Hacker ricatta una banca chiedendo Bitcoin

Di solito, i criminali informatici non fanno soldi direttamente con i dati che ottengono. Spessissimo, chi ruba i dati di carta di credito li rivende ad altri che poi provvedono a trarne dei soldi.

Allo stesso modo funziona con le credenziali bancarie. Chi le recupera ma non ha voglia di rischiare in prima persona, poi le rivende. Stavolta, però, c'è un curioso risvolto: chi ha recuperato i dati non ha voglia di usarli ma decide di esporsi lo stesso con un tentativo di estorsione abbastanza clamoroso.

Una volta era difficile entrare qui dentro, adesso le porte non sono più d'acciaio…

L'autore, secondo il sito Haaretz News, è il creatore di uno dei più grandi botnet malware nei network israeliani e ha minacciato direttamente tre delle maggiori banche del paese: la Israel Discount Bank, Bank Yahav e la Banca d'Israele.

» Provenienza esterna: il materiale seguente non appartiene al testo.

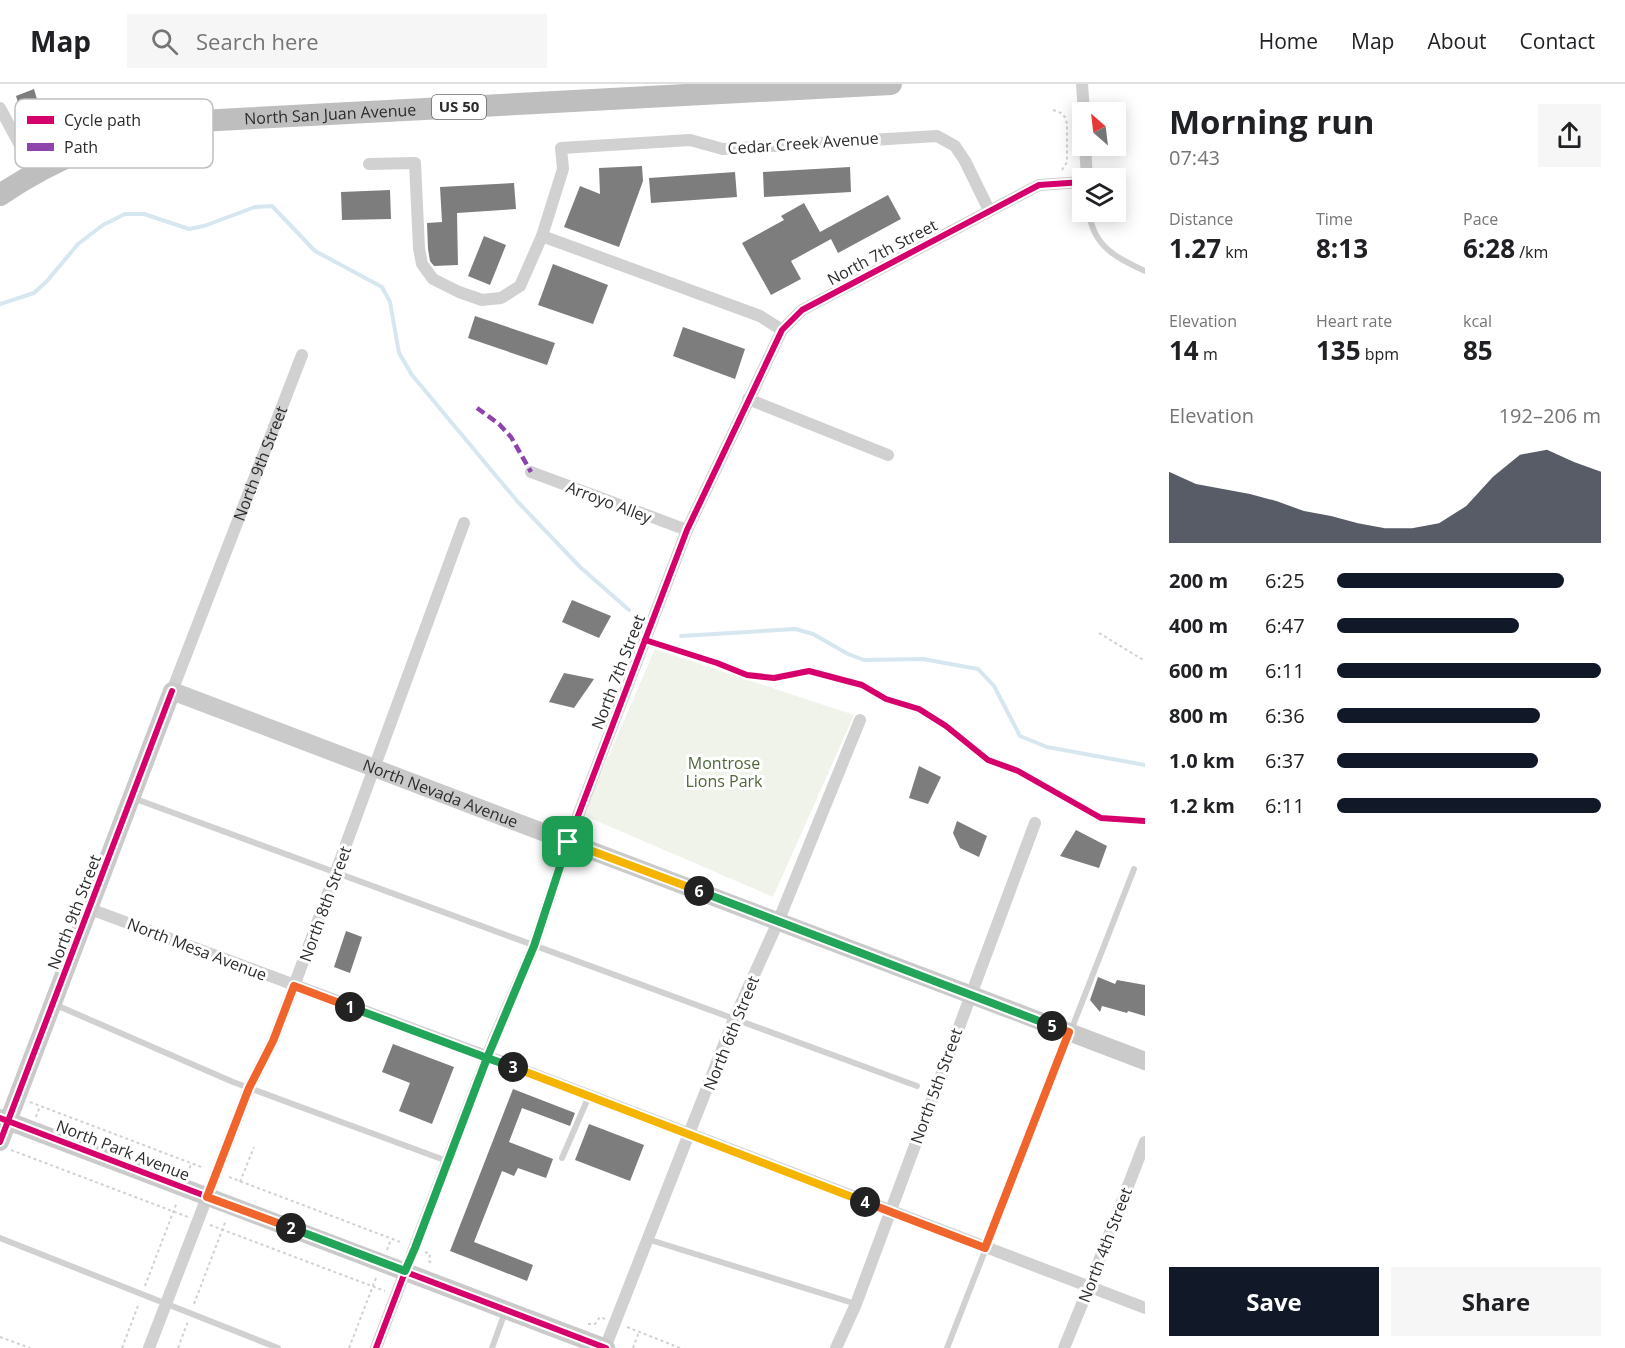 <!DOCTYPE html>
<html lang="en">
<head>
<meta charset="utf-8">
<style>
  :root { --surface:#fff; --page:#f6f6f6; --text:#202124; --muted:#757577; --line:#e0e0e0; --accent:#111827 }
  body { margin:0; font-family:"Open Sans",sans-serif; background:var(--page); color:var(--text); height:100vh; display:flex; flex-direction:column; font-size:22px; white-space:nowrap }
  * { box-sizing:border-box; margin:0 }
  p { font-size:20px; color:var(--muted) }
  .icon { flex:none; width:33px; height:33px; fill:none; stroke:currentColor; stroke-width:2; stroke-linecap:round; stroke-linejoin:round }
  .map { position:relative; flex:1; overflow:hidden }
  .panel { display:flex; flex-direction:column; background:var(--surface); width:480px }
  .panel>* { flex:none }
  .needle { width:39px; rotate:332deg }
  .buttons { position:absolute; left:1072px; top:18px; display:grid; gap:12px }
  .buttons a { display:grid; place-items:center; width:54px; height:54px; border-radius:0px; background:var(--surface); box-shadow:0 3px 15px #0003; font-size:30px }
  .pin { position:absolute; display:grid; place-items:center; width:51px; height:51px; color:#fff; margin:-26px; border-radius:12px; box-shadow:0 3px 9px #0006 }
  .km { position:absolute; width:30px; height:30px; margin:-15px; border-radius:50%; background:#222; color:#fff; font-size:16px; line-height:30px; text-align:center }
  .round { display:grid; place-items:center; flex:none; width:63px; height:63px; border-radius:0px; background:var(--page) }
  .summary { display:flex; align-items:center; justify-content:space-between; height:102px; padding:0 24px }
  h1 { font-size:33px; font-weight:700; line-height:45px }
  .metrics { display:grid; grid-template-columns:repeat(3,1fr); gap:9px; height:102px; padding:6px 24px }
  .metrics div { display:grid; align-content:center }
  .metrics b { font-size:26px; font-weight:700 }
  .metrics small { font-size:16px; font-weight:400 }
  .metrics p { font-size:16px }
  .chart { height:168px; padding:12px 24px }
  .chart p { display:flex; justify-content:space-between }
  .chart svg { width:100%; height:108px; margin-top:6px; fill:var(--accent); opacity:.7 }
  .action { display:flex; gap:12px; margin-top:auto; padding:12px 24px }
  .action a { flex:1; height:69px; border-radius:0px; background:var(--accent); color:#fff; font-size:24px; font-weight:700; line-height:69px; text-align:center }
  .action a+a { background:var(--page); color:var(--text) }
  ul { padding:0 24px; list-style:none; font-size:20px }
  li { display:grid; grid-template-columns:96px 72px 1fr; align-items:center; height:45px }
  li i { height:15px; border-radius:8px; background:var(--accent) }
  header { display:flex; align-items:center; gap:36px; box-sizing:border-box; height:84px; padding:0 30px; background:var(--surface); border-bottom:2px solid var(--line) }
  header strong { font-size:28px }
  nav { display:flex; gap:33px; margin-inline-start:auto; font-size:21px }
  .search { width:420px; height:54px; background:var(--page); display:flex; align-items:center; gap:15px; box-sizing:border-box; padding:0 21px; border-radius:0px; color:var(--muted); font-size:22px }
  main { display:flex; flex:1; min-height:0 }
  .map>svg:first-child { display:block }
  .green { fill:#f0f3ea }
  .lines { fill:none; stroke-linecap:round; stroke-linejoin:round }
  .stream { stroke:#d6e7f0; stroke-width:4 }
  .building { fill:#7d7d7d }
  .path { stroke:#d1d1d1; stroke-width:2; stroke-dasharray:3 3; stroke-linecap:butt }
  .lane { stroke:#d1d1d1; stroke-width:6 }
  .street { stroke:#d1d1d1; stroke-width:12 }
  .secondary { stroke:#cacaca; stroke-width:18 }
  .highway { stroke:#bebebe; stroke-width:22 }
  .quiet { stroke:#8e44ad; stroke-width:4.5; stroke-dasharray:9 4.5; stroke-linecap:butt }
  .cycleway-casing { stroke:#fff; stroke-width:10 }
  .cycleway { stroke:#d6006c; stroke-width:6 }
  .split-1-casing { stroke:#fff; stroke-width:12 }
  .split-2-casing { stroke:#fff; stroke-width:12 }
  .split-3-casing { stroke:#fff; stroke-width:12 }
  .split-4-casing { stroke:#fff; stroke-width:12 }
  .split-5-casing { stroke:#fff; stroke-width:12 }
  .split-6-casing { stroke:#fff; stroke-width:12 }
  .split-7-casing { stroke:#fff; stroke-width:12 }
  .split-1 { stroke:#22a559; stroke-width:8 }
  .split-2 { stroke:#f0652b; stroke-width:8 }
  .split-3 { stroke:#22a559; stroke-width:8 }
  .split-4 { stroke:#f5b400; stroke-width:8 }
  .split-5 { stroke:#f0652b; stroke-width:8 }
  .split-6 { stroke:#22a559; stroke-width:8 }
  .split-7 { stroke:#f5b400; stroke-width:8 }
  .labels { text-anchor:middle; stroke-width:6; stroke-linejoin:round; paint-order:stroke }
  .shield { fill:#fff; stroke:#6b6b6b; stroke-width:1.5 }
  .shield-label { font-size:15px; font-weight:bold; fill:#2c2c2c }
  .street-label { font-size:16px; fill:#2c2c2c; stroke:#fff }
  .park-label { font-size:16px; fill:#50673a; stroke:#fff }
  .key { fill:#fff; stroke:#c0c0c0; stroke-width:1.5 }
  .key-label { font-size:16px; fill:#2c2c2c }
</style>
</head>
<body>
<header>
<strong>Map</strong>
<div class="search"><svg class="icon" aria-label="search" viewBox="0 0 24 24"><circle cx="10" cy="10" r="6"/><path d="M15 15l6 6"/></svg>Search here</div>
<nav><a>Home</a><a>Map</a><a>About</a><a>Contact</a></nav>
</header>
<main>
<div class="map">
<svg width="1145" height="1264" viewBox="0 0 1145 1264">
  <rect width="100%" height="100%" fill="#fff"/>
  <path class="green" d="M655,565l199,66 -81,182 -190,-82z"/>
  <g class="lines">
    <g class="stream">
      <path d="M0,220l34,-11 13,-12 31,-37 25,-19 22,-11h19l45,15 15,-3 51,-19 17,-1 43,45 67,36 8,15 9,51 13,22 105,126 63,66 49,43"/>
      <path d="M681,552l114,-7 18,5 35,20 16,6 59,-1 55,10 16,17 26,50 27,11 98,18"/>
    </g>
  </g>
  <g class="building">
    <path d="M34,5l5,17 -18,6 -5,-16z"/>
    <path d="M642,82l1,15 -24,66 -55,-20 16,-41 20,8 -1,-26z"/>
    <path d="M850,83l1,25 -87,5 -1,-25z"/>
    <path d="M735,88l2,25 -86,6 -2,-25z"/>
    <path d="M514,99l2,26 -59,4 1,52 -24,1 -4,-5 -2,-12 -1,-26 15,-1 -2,-35z"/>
    <path d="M390,106l1,29 -49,1 -1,-28z"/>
    <path d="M888,111l13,24 -63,34 -7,-14 -40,22 10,18 -30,16 -29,-52 42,-23 -3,-4 23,-13 16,29z"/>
    <path d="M484,152l22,9 -16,40 -22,-9z"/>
    <path d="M553,180l55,21 -15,39 -55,-19z"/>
    <path d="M475,232l80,27 -8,22 -79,-27z"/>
    <path d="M683,243l62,22 -10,30 -62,-23z"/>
    <path d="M572,516l39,16 -12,22 -37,-16z"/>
    <path d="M564,589l30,6 -20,29 -25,-6z"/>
    <path d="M919,682l22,11 -13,27 -19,-6z"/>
    <path d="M957,737l30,15 -8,21 -19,-9 -7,-15z"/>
    <path d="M1076,746l31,16 -8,22 -39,-12z"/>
    <path d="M346,847l16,6 -12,36 -16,-6z"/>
    <path d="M1098,893l17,7 2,-4 28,5v31l-17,-5 -1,2 -25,-7 -2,6 -10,-12z"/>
    <path d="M393,960l61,23 -22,57 -33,-13 11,-28 -28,-11z"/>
    <path d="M513,1005l62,24 -5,13 -48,-18 -13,34 44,17 -7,19 -28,-10 -4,8 -12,-5 -28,71 59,23 -6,16 -77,-30z"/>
    <path d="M589,1040l55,21 -14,36 -55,-21z"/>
  </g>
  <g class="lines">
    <g class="path">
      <path d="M1053,26l8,3 4,4 2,7v38l-5,8"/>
      <path d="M1099,549l46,28"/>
      <path d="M30,1018l174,66"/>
      <path d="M36,1033l4,-11"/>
      <path d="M11,1066l177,67"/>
      <path d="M188,1090l3,-11"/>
      <path d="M229,1093l174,66"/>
      <path d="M240,1098l14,-35"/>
      <path d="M210,1141l175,66"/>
      <path d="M387,1166l4,-11"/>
      <path d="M425,1168l5,2 -1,7 4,4"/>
      <path d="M145,1202l32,-84"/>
      <path d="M194,1220l32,-84"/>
      <path d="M588,1240h7l5,-7 5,2"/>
      <path d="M627,1243l53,21"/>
      <path d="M0,1253l30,11"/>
      <path d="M122,1264l17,-45"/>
      <path d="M178,1264l10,-27"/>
      <path d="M349,1264l27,-70"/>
      <path d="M633,1264l6,-16"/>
    </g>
    <g class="lane">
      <path d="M1089,128c4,34 27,46 56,59"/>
      <path d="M133,714l784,288"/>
      <path d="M56,921l177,77 214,79"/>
      <path d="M562,1074l27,-62"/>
      <path d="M0,1154l278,110"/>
      <path d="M647,1155l209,65"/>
      <path d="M492,1264l13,-36"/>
      <path d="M947,1264l187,-479"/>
    </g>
    <g class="street">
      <path d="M1082,0l2,28"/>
      <path d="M0,24l35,65"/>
      <path d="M1085,62l2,32"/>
      <path d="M369,80l46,-1 4,85 3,16 11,15 26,13 23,8 19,-2 19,-12 22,-50"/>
      <path d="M782,246l-22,-14 -218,-80 21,-67 -2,-21 129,-8 33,9 214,-13 18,10 10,15 24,49"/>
      <path d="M748,315l140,56"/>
      <path d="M531,388l156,58"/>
      <path id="s1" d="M172,607l130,-336"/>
      <path d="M90,825l420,156 635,243"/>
      <path d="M149,1264l100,-260 24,-47 21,-55 170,-463"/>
      <path d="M376,1264l118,-309 40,-93 34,-104 119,-312 95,-200 20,-20 237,-125 44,-3"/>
      <path d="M605,1264l129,-329 44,-97 82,-202"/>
      <path d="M836,1264l20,-44 179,-481"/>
      <path d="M1064,1264l25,-61 56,-145"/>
    </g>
    <g class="secondary">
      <path d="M0,1034l606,230"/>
      <path id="s2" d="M0,1058l172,-451 973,370"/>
    </g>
    <path class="highway" id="s3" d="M0,111c55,-37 117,-62 181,-73l710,-38"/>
    <path class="quiet" d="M477,324l22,16 12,13 20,35"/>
    <defs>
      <g id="cycleway">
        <path d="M645,556l72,23 30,12 27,3 35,-7 53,14 24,14 33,10 27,17 42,34 30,11 83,47 44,3"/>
        <path d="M0,1034l606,230"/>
        <path d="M0,1058l172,-451"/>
        <path d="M376,1264l118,-309 40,-93 34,-104 119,-312 95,-200 20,-20 237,-125 44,-3"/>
      </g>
    </defs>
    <use href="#cycleway" class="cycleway-casing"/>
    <use href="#cycleway" class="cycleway"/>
  </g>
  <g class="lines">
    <defs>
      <path id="split-1" d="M350,923l137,51 47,-112 34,-104"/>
      <path id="split-2" d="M291,1144l-84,-31 42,-109 24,-47 21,-55 56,21"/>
      <path id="split-3" d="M291,1144l114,43 10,-23 72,-190 26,9"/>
      <path id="split-4" d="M513,983l352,135"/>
      <path id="split-5" d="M865,1118l120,46 84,-216 -17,-6"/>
      <path id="split-6" d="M699,807l353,135"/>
      <path id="split-7" d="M568,758l131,49"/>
    </defs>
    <use href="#split-1" class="split-1-casing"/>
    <use href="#split-2" class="split-2-casing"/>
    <use href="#split-3" class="split-3-casing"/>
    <use href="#split-4" class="split-4-casing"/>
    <use href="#split-5" class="split-5-casing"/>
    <use href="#split-6" class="split-6-casing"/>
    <use href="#split-7" class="split-7-casing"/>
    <use href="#split-1" class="split-1"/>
    <use href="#split-2" class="split-2"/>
    <use href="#split-3" class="split-3"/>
    <use href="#split-4" class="split-4"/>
    <use href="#split-5" class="split-5"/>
    <use href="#split-6" class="split-6"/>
    <use href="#split-7" class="split-7"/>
  </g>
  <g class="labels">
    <rect class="shield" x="432" y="11" width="54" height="24" rx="4.5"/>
    <g class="shield-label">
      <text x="459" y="28">US 50</text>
    </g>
    <g class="street-label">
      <text dy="6" stroke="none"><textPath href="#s3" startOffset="346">North San Juan Avenue</textPath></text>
      <text transform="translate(803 59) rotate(-4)" y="6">Cedar Creek Avenue</text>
      <text transform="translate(882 168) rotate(-28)" y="6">North 7th Street</text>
      <text dy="6" stroke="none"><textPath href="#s1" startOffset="244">North 9th Street</textPath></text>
      <text transform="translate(609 418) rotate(21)" y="6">Arroyo Alley</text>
      <text transform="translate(618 588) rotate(-69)" y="6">North 7th Street</text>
      <text dy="6" stroke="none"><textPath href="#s2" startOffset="770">North Nevada Avenue</textPath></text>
      <text transform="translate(325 820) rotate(-70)" y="6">North 8th Street</text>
      <text transform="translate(74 828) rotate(-69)" y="6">North 9th Street</text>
      <text transform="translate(197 865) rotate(21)" y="6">North Mesa Avenue</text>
      <text transform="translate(731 949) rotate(-68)" y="6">North 6th Street</text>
      <text transform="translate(936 1002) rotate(-70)" y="6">North 5th Street</text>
      <text transform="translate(123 1066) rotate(21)" y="6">North Park Avenue</text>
      <text transform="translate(1105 1161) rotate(-69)" y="6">North 4th Street</text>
    </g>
    <g class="park-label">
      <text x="724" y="685">Montrose<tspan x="724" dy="18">Lions Park</tspan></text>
    </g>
  </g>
  <rect x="15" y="15" width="198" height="69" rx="9" class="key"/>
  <rect x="27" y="32" width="27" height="8" fill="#d6006c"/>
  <rect x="27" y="59" width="27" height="8" fill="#8e44ad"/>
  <g class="key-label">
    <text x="64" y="42">Cycle path</text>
    <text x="64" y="69">Path</text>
  </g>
</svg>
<div class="buttons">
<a><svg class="needle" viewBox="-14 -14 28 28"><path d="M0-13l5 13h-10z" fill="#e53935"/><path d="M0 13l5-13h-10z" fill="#757577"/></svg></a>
<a><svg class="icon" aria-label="layers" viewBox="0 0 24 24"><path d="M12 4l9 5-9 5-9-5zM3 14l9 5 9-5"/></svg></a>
</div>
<div class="pin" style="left:568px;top:758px;background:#1e9e55"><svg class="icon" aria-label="arrive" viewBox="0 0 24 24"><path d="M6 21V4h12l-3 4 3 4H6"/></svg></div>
<b class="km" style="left:350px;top:923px">1</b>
<b class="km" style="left:291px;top:1144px">2</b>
<b class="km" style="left:513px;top:983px">3</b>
<b class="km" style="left:865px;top:1118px">4</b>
<b class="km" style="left:1052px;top:942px">5</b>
<b class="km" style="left:699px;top:807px">6</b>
</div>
<section class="panel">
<div class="summary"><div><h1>Morning run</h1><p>07:43</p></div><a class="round"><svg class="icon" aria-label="share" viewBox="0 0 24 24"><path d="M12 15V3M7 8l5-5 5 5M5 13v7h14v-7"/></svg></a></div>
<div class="metrics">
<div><p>Distance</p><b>1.27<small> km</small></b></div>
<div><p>Time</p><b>8:13</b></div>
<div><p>Pace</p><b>6:28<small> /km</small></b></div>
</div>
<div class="metrics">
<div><p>Elevation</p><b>14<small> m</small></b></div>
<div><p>Heart rate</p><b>135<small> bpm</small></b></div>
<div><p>kcal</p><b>85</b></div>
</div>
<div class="chart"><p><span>Elevation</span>192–206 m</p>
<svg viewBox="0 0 160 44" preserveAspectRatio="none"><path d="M0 44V15L10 20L20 22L30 24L40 27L50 31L60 33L70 36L80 38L90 38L100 36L110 29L120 17L130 8L140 6L150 11L160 15V44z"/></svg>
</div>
<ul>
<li><b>200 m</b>6:25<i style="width:86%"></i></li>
<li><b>400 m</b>6:47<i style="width:69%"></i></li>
<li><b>600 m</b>6:11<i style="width:100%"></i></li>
<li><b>800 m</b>6:36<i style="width:77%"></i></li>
<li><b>1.0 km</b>6:37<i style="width:76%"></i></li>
<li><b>1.2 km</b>6:11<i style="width:100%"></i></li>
</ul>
<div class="action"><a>Save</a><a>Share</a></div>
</section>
</main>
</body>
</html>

Nell'articolo si legge che "le banche hanno ricevuto un messaggio nel quale il criminale  minacciava di vendere una lista di dettagli riguardanti la propria clientela se non avessero provveduto a erogare una certa somma in Bitcoin entro la fine della settimana successiva".

I database delle banche, i loro siti e network non sono stati direttamente violati in questo caso perché l'hacker ha collezionato quei dati nel tempo tramite l'operato della botnet che controllava. Infettando una quantità esorbitante di sistemi israeliani, ha recuperato informazioni personali, password, informazioni bancarie e di carte di credito di qualcosa come 3,7 milioni di utenti!!!

L'hacker, per non essere tracciato ha quindi chiesto il pagamento di una ingente somma di Bitcoin, che non essendo supportata dalle banche è sostanzialmente impossibile da tracciare, in quanto il trasferimento può avvenire anche peer to peer tra due persone lontanissime tra loro.

Le banche coinvolte hanno declinato di commentare il fatto e non sembrano esserne nemmeno particolarmente preoccupate, riportando il tutto alla polizia israeliana che ora ovviamente sta indagando.

Chissà se il criminale in questione credeva davvero di intascare del denaro in questo modo o se voleva solo "farsi un po' di pubblicità".